__What is being asked__: Transcribe every record as it stands and set the images aside.

+++ Material for this task +++

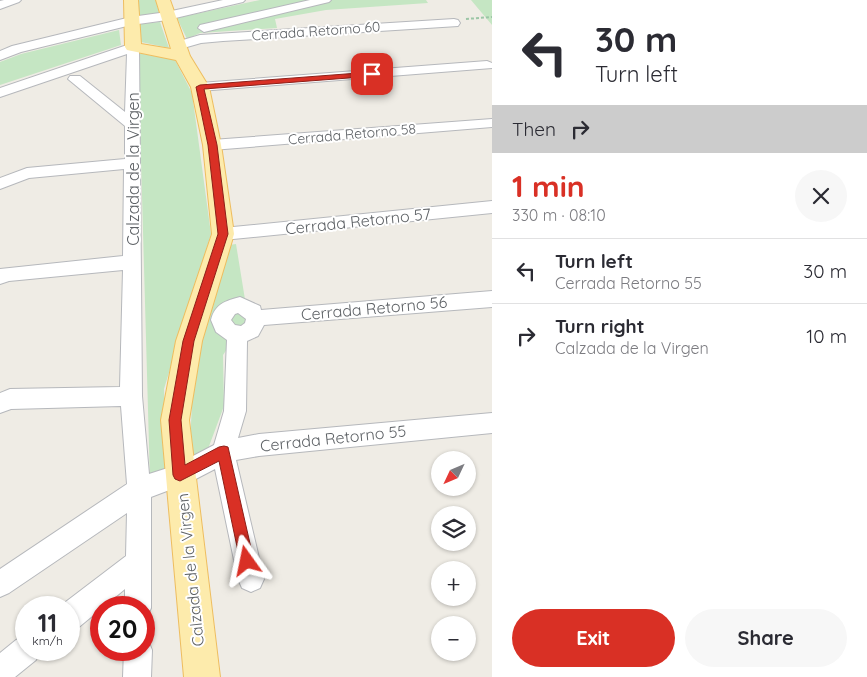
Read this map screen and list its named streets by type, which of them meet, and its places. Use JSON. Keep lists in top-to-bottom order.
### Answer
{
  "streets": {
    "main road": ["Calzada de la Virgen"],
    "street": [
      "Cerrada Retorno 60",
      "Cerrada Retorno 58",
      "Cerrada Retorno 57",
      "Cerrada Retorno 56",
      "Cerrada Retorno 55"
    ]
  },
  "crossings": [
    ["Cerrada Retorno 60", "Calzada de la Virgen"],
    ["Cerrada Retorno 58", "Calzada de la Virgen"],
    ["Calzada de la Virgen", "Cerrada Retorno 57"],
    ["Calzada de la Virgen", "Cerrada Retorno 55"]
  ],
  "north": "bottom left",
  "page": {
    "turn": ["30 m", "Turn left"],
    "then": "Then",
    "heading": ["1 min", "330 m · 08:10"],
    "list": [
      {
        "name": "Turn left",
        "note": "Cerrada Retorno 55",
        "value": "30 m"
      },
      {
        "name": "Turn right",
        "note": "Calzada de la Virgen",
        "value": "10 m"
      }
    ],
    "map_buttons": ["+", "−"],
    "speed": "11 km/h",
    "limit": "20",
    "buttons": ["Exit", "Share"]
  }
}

+++

__Written answer__:
Read this map screen and list its named streets by type, which of them meet, and its places. Use JSON. Keep lists in top-to-bottom order.
### Answer
{
  "streets": {
    "main road": ["Calzada de la Virgen"],
    "street": [
      "Cerrada Retorno 60",
      "Cerrada Retorno 58",
      "Cerrada Retorno 57",
      "Cerrada Retorno 56",
      "Cerrada Retorno 55"
    ]
  },
  "crossings": [
    ["Cerrada Retorno 60", "Calzada de la Virgen"],
    ["Cerrada Retorno 58", "Calzada de la Virgen"],
    ["Calzada de la Virgen", "Cerrada Retorno 57"],
    ["Calzada de la Virgen", "Cerrada Retorno 55"]
  ],
  "north": "bottom left",
  "page": {
    "turn": ["30 m", "Turn left"],
    "then": "Then",
    "heading": ["1 min", "330 m · 08:10"],
    "list": [
      {
        "name": "Turn left",
        "note": "Cerrada Retorno 55",
        "value": "30 m"
      },
      {
        "name": "Turn right",
        "note": "Calzada de la Virgen",
        "value": "10 m"
      }
    ],
    "map_buttons": ["+", "−"],
    "speed": "11 km/h",
    "limit": "20",
    "buttons": ["Exit", "Share"]
  }
}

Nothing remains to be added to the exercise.